Crucially, platform companies compete on cost, and their approach to delivering low-cost AI capabilities and services is to use the computing infrastructure they already have. In other words, their motivation is to provide customers with a variety of choices, including Nvidia’s out-of-the-box, highly specialized products and their own in-house technology that can handle artificial intelligence work and their and their employees. All other types of computing work. Clients do this. These platforms’ own purpose-built AI infrastructure has the potential to bring additional computing benefits to the enterprise.
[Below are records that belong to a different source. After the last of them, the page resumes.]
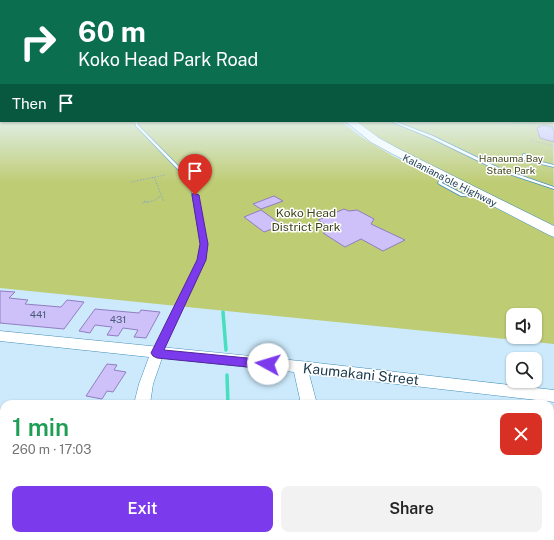 <!DOCTYPE html>
<html lang="en">
<head>
<meta charset="utf-8">
<style>
  :root { --surface:#fff; --page:#f2f2f2; --text:#222; --muted:#767676; --accent:#7c3aed }
  body { margin:0; font-family:"Public Sans",sans-serif; background:var(--page); color:var(--text); height:100vh; display:flex; flex-direction:column; font-size:15px; white-space:nowrap }
  * { box-sizing:border-box; margin:0 }
  p { font-size:13px; color:var(--muted) }
  .icon { flex:none; width:22px; height:22px; fill:none; stroke:currentColor; stroke-width:2; stroke-linecap:round; stroke-linejoin:round }
  .map { position:relative; flex:1; overflow:hidden }
  .details { position:absolute; left:0px; top:400px; width:554px; height:140px; display:flex; flex-direction:column; background:var(--surface); border-radius:12px 12px 0 0; box-shadow:0 1px 3px #0004 }
  .details>* { flex:none }
  .hud { position:absolute; left:0px; top:0px; width:554px; height:122px; box-shadow:0 1px 3px #0004; background:#0b6e4f; color:#fff; overflow:hidden }
  .buttons { position:absolute; left:506px; top:308px; display:grid; gap:8px }
  .buttons a { display:grid; place-items:center; width:36px; height:36px; border-radius:8px; background:var(--surface); box-shadow:0 1px 3px #0004; font-size:20px }
  .pin { position:absolute; display:grid; place-items:center; width:34px; height:34px; color:#fff; margin:-41px -17px; border-radius:50% 50% 50% 0; rotate:-45deg; box-shadow:0 0 4px #0007 }
  .pin .icon { rotate:45deg }
  .me { position:absolute; width:44px; margin:-22px; rotate:276deg; stroke-linejoin:round; filter:drop-shadow(0 0 3px #0008) }
  .turn { display:flex; align-items:center; gap:14px; height:84px; padding:0 12px; font-size:18px }
  .turn .icon { width:52px; height:52px; stroke-width:2.5 }
  .turn b { display:block; font-size:28px; line-height:34px }
  .then { display:flex; align-items:center; height:38px; padding:0 12px; background:#0003; gap:8px; font-size:15px }
  .round { display:grid; place-items:center; flex:none; width:42px; height:42px; border-radius:8px; background:var(--page) }
  .head { display:flex; align-items:center; justify-content:space-between; height:68px; padding:0 12px }
  h1 { font-size:24px; font-weight:600; line-height:30px; color:#1e9e55 }
  .button { display:flex; gap:8px; margin-top:auto; padding:8px 12px }
  .button a { flex:1; height:46px; border-radius:8px; background:var(--accent); color:#fff; font-size:16px; font-weight:600; line-height:46px; text-align:center }
  .button a+a { background:var(--page); color:var(--text) }
  .map>svg:first-child { display:block }
</style>
</head>
<body>
<div class="map">
<svg width="554" height="540" viewBox="0 0 554 540">
  <rect width="100%" height="100%" fill="#cceafc"/>
  <path fill="#becc74" fill-rule="evenodd" d="M 0,107 L 1,121 L 341,121 L 360,136 L 393,156 L 554,237 L 554,344 L 0,288 ZM 513,315 L 535,315 L 535,337 L 513,337 Z
    M 553,107 L 554,232 L 442,177 L 350,121 L 553,121 Z"/>
  <g fill="none" stroke-linecap="round" stroke-linejoin="round">
    <path stroke="#47dfc0" stroke-width="3.5" d="M 223,312 L 226,350
      M 227,375 L 228,404"/>
    <path stroke="#47dfc0" stroke-width="5" d="M 232,536 L 232,540"/>
  </g>
  <path fill="#cec0f9" stroke="#917ec2" d="M 544,125 L 553,127 L 552,129 L 554,131 L 554,142 L 540,138 L 537,128 Z
    M 274,196 L 283,201 L 261,209 L 253,204 Z
    M 344,209 L 349,211 L 357,210 L 374,219 L 371,224 L 405,240 L 383,251 L 361,239 L 345,247 L 323,233 L 333,229 L 318,220 Z
    M 261,210 L 282,225 L 264,232 L 244,217 Z
    M 0,291 L 15,292 L 9,298 L 28,300 L 25,304 L 61,307 L 67,300 L 84,302 L 64,329 L 0,323 Z
    M 95,309 L 139,313 L 141,310 L 160,312 L 146,338 L 134,337 L 138,330 L 123,328 L 118,336 L 107,335 L 112,327 L 95,325 L 90,333 L 79,331 Z
    M 107,364 L 117,365 L 114,370 L 126,372 L 113,392 L 107,391 L 102,399 L 86,396 Z"/>
  <g fill="none" stroke-linecap="round" stroke-linejoin="round">
    <g stroke="#418eba" stroke-width="1.5">
      <path id="lane" d="M 135,121 L 137,121 L 138,125 L 194,182 L 207,244 L 204,260 L 160,353 L 159,355 L 157,356 L 155,355 L 154,353 L 198,260 L 201,244 L 190,182 L 136,126 Z
        M 390,121 L 394,121 L 433,136 L 499,168 L 554,187 L 554,189 L 497,170 L 431,138 Z
        M 523,154 L 525,154 L 526,158 L 554,165 L 554,167 L 523,160 Z
        M 441,176 L 444,177 L 442,183 L 463,194 L 480,195 L 482,196 L 480,197 L 461,196 L 439,184 L 438,183 Z"/>
    </g>
    <g stroke="#418eba" stroke-width="1">
      <path id="street" d="M 0,331 L 300,361 L 554,390 L 554,402 L 309,374 L 317,404 L 301,404 L 294,372 L 162,358 L 153,384 L 150,404 L 134,404 L 139,384 L 149,357 L 0,341 Z
        M 110,536 L 130,536 L 129,540 L 109,540 Z
        M 330,536 L 350,536 L 351,540 L 331,540 Z
        M 507,536 L 541,536 L 543,540 L 509,540 Z"/>
    </g>
    <g stroke="#418eba" stroke-width="1">
      <path id="primary" d="M 345,121 L 356,121 L 379,138 L 399,149 L 554,226 L 554,237 L 549,235 L 391,153 L 371,142 Z"/>
    </g>
    <path stroke="#8baabc" stroke-width="1" stroke-dasharray="1.5 1.5" stroke-linecap="butt" d="M 532,123 L 554,129
      M 506,124 L 532,123 L 529,121
      M 418,125 L 427,121
      M 530,140 L 554,146
      M 154,177 L 164,202
      M 131,182 L 165,175
      M 144,201 L 148,202
      M 142,203 L 153,201 L 161,196"/>
    <use href="#lane" fill="#fff" fill-rule="evenodd"/>
    <use href="#street" fill="#fff" fill-rule="evenodd"/>
    <use href="#primary" fill="#fff" fill-rule="evenodd"/>
  </g>
  <linearGradient id="sky" x2="0" y2="1"><stop stop-color="#67c5d8"/><stop offset="0.58" stop-color="#e8f6fe"/><stop offset="1" stop-color="#e8f6fe" stop-opacity="0"/></linearGradient>
  <rect width="554" height="183" fill="url(#sky)"/>
  <path fill="#7c3aed" stroke="#51269a" d="M 193,193 L 199,195 L 208,244 L 206,260 L 164,350 L 268,360 L 272,361 L 274,364 L 272,367 L 268,369 L 157,358 L 153,356 L 151,353 L 197,260 L 200,244 L 192,195 Z"/>
  <g text-anchor="middle" dominant-baseline="central" stroke-width="3" stroke-linejoin="round" paint-order="stroke">
    <g font-size="10" fill="#3d4317" stroke="#fff">
      <text x="511" y="158">Hanauma Bay<tspan x="511" dy="12">State Park</tspan></text>
    </g>
    <g font-size="10" fill="#1b3b4e" stroke="#fff">
      <text transform="translate(450 180) rotate(27)">Kalaniana’ole Highway</text>
    </g>
    <g font-size="10" fill="#485c79">
      <text x="38" y="314">441</text>
      <text x="118" y="319">431</text>
    </g>
    <g font-size="12" fill="#3d4317" stroke="#fff">
      <text x="306" y="213">Koko Head<tspan x="306" dy="14">District Park</tspan></text>
    </g>
    <g font-size="14" fill="#1b3b4e" stroke="#fff">
      <text transform="translate(361 374) rotate(6)">Kaumakani Street</text>
    </g>
  </g>
</svg>
<div class="buttons">
<a><svg class="icon" aria-label="sound" viewBox="0 0 24 24"><path d="M4 9h4l5-4v14l-5-4H4zM17 9q2 3 0 6"/></svg></a>
<a><svg class="icon" aria-label="search" viewBox="0 0 24 24"><circle cx="10" cy="10" r="6"/><path d="M15 15l6 6"/></svg></a>
</div>
<div class="pin" style="left:195px;top:195px;background:#d93025"><svg class="icon" aria-label="arrive" viewBox="0 0 24 24"><path d="M6 21V4h12l-3 4 3 4H6"/></svg></div>
<svg class="me" style="left:268px;top:364px" viewBox="-20 -20 40 40"><circle r="19" fill="#fff"/><path d="M0-13L10 11 0 6-10 11z" fill="#7c3aed"/></svg>
<div class="hud">
<div class="turn"><svg class="icon" aria-label="right" viewBox="0 0 24 24"><path d="M7 20v-9h11M14 6l5 5-5 5"/></svg><div><b>60 m</b>Koko Head Park Road</div></div>
<div class="then">Then<svg class="icon" aria-label="arrive" viewBox="0 0 24 24"><path d="M6 21V4h12l-3 4 3 4H6"/></svg></div>
</div>
<section class="details">
<div class="head"><div><h1>1 min</h1><p>260 m · 17:03</p></div><a class="round" style="background:#d93025;color:#fff"><svg class="icon" aria-label="close" viewBox="0 0 24 24"><path d="M6 6l12 12M18 6L6 18"/></svg></a></div>
<div class="button"><a>Exit</a><a>Share</a></div>
</section>
</div>
</body>
</html>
“If a platform uses Nvidia across the board, their cost advantage may disappear. Over time, the only way they will have a cost advantage is to start reducing costs at the infrastructure layer and explore alternative paths to improve efficiency,” DeKitter said. He believes that Nvidia’s alternative as soon as next year will offer businesses more flexibility and potentially excellent price/performance. The AI ​​chip market is still up for grabs. “You don’t announce a winner after the first inning,” he said.

With that in mind, it’s less of a question of whether Nvidia now looks grossly overvalued relative to its peers or the broader market. I don’t think so anymore. The question is what will happen in two years. The answer depends on how AI services are delivered in 2025. If you can predict this with confidence, please do email me.

good read

You really don’t want to be sitting in a “quantitative ejection seat”.